We obtain our data from an API at www.finnhub.io. We're especially interested in the candlestick data for stocks going back 25 years for US stocks. As an example in this notebook we choose to work the the Google stock (GOOG).

In [309]:
def convert_timestamp_to_unix(timestamp):
    """Converts a pandas timestamp to a unix integer."""
    return (timestamp - pd.Timestamp("1970-01-01")) // pd.Timedelta('1s')

def convert_unix_to_timestamp(unix):
    """Converts a unix integer into a pandas datetime object."""
    return pd.to_datetime(unix, unit='s')

In [310]:

# timedelta='5y'

# # get start & endtime for ohlc data
# end_time = datetime.now()
# start_time = end_time - pd.Timedelta(timedelta)
# # convert times in unix integers for API request
# to_time = convert_timestamp_to_unix(end_time)
# from_time = convert_timestamp_to_unix(start_time)

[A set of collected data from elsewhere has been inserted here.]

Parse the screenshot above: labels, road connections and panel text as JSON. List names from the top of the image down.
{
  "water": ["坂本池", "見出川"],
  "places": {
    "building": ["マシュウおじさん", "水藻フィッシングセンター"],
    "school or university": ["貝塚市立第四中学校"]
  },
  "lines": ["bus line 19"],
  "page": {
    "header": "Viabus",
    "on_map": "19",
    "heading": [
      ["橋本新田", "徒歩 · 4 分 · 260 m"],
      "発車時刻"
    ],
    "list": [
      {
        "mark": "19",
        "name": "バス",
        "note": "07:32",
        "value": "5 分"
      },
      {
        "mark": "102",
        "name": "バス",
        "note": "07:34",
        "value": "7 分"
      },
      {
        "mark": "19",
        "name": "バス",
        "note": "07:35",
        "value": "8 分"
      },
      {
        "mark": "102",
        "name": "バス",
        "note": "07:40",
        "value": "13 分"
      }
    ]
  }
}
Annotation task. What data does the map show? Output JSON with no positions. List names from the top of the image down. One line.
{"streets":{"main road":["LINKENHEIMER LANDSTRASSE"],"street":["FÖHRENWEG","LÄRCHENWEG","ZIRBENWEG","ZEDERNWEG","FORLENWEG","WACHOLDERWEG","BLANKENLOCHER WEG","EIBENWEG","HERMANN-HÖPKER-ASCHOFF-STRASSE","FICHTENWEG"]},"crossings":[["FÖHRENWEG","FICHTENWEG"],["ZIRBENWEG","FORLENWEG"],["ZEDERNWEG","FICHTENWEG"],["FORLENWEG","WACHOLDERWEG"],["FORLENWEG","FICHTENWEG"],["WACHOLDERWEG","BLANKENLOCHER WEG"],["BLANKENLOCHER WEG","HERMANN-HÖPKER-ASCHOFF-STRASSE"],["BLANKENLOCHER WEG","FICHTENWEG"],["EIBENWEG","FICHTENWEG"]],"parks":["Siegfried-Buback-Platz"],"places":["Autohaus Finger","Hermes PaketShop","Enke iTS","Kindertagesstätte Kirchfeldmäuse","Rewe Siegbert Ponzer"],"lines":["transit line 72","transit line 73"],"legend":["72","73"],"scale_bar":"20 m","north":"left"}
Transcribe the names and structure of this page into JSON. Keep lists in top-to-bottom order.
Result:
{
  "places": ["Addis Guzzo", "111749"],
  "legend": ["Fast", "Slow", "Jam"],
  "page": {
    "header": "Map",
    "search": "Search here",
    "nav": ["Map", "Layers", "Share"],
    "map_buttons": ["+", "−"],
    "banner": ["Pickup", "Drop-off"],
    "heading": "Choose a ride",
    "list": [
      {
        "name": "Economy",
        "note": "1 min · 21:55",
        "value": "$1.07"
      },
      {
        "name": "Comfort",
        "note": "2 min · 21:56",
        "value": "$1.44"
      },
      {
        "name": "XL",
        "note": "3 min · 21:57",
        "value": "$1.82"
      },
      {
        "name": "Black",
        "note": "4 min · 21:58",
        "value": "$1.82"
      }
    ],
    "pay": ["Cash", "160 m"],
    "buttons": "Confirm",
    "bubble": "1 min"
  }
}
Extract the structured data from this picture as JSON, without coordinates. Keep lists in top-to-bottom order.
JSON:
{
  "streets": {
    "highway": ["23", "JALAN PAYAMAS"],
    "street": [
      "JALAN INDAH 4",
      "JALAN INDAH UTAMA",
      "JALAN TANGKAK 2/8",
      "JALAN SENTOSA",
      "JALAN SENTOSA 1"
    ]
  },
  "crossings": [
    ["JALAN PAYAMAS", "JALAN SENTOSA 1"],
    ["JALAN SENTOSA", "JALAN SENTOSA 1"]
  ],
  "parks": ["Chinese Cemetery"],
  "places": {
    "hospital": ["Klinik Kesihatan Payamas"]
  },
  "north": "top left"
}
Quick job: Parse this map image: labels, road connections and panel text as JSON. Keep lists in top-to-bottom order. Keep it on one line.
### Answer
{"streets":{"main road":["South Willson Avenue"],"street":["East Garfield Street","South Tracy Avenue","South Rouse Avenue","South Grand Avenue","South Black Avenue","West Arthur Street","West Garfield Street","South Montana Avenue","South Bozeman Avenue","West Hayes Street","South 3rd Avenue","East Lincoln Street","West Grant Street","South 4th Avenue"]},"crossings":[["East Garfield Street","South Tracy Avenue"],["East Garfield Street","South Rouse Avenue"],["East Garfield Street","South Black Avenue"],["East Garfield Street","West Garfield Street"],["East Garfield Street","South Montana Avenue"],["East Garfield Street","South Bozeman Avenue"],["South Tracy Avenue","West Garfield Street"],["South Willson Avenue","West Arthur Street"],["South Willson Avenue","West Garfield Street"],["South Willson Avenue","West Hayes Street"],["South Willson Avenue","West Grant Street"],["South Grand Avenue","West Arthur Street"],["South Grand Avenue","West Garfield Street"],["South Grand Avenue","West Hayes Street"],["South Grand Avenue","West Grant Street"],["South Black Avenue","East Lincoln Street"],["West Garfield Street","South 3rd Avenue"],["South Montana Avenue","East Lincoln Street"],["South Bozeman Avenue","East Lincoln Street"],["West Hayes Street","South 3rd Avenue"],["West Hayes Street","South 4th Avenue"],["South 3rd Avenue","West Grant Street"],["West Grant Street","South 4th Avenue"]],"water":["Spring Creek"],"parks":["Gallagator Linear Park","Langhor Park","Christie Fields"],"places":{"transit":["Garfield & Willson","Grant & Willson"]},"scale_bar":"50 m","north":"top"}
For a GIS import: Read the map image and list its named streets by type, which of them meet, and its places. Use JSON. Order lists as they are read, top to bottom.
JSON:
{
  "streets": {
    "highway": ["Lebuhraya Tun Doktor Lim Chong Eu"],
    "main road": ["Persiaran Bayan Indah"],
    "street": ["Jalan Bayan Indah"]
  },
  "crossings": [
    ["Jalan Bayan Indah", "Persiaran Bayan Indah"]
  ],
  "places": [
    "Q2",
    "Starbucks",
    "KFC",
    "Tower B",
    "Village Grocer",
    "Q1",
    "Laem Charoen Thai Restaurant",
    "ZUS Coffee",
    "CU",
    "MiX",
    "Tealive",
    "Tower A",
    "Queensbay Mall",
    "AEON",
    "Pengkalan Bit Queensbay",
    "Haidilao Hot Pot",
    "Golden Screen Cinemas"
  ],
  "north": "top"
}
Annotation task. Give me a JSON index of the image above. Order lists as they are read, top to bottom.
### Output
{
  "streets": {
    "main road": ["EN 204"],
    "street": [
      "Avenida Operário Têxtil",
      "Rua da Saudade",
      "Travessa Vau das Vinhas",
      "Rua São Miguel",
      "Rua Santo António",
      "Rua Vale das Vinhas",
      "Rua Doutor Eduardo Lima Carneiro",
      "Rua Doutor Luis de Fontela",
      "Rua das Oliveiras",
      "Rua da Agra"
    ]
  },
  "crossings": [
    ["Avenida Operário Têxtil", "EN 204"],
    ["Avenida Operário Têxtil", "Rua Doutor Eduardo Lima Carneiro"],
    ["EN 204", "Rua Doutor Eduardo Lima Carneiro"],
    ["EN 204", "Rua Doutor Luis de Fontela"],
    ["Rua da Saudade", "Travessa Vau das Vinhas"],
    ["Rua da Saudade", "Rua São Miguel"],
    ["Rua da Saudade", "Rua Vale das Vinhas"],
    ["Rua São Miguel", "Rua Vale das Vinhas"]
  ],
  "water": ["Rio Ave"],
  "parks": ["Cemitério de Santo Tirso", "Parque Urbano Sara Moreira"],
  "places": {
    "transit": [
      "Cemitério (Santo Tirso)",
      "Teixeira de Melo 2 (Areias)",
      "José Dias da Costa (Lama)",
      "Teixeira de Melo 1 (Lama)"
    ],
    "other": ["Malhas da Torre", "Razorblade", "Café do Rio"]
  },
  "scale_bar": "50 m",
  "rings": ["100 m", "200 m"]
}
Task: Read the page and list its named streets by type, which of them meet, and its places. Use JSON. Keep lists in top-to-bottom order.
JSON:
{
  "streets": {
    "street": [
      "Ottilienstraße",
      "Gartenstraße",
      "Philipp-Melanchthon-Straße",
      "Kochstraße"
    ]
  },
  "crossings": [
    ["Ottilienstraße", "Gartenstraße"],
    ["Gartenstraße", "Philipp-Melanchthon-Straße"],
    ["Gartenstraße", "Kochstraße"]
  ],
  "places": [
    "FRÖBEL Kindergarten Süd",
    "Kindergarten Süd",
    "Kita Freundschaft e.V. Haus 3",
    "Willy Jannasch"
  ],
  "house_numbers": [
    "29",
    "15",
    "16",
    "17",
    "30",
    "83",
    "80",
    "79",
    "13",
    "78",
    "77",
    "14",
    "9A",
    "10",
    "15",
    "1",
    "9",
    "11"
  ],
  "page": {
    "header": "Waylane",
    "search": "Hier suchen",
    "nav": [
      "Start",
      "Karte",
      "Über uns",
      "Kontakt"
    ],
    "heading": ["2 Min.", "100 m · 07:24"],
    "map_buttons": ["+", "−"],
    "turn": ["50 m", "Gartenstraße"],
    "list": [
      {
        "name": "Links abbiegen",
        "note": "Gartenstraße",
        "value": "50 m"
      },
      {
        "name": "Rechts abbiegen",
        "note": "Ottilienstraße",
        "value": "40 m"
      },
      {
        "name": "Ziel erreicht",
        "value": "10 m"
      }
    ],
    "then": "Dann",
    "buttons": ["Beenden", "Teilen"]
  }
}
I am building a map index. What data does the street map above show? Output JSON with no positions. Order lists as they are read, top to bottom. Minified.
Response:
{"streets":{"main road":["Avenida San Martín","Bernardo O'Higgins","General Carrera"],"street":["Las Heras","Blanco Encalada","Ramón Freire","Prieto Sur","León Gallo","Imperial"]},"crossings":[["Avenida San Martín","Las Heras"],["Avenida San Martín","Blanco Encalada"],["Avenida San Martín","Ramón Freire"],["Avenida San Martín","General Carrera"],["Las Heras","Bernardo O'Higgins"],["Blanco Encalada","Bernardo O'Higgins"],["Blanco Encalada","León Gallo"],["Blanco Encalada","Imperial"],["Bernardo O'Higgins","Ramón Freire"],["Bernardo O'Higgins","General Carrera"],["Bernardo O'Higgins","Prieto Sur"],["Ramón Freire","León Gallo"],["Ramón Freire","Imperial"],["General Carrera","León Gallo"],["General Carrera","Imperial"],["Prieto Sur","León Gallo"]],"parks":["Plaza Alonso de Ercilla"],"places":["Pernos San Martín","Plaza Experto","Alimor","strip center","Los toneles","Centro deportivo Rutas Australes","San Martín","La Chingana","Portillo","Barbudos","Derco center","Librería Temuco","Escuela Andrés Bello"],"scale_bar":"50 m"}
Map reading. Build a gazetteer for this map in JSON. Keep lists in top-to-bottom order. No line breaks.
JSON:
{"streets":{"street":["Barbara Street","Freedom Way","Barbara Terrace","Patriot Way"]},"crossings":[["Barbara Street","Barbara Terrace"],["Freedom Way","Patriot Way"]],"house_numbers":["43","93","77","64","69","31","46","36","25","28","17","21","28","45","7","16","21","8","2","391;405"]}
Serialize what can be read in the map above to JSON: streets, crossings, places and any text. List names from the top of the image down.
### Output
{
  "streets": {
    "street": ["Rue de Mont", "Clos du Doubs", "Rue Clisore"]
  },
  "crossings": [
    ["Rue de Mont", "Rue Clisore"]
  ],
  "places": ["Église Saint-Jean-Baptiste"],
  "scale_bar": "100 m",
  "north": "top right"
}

# # get OHLC data for each symbol

# r = requests.get(
#     'https://finnhub.io/api/v1/stock/candle?symbol=GOOG&resolution=D&from={}&to={}&adjusted=true'.format(
#     symbol, from_time, to_time)).json()


# r
#pd.DatetimeIndex([convert_unix_to_timestamp(x) for x in r.json()['t']]).to_period('D'),

In [313]:
def get_ohlc_data(symbols, timedelta='5y'):
    """
    Queries list of stock symbols for their OHLC data.
    Arguments:
    symbols - list of strings containing the stock symbol of the desired stock
    Returns:
    ohlc_data - dict of dataframes containing ohlc data for each symbol over certain timeframe
    """
    ohlc_data = dict()
    # get start & endtime for ohlc data
    end_time = datetime.now()
    start_time = end_time - pd.Timedelta(timedelta)
    # convert times in unix integers for API request
    to_time = convert_timestamp_to_unix(end_time)
    from_time = convert_timestamp_to_unix(start_time)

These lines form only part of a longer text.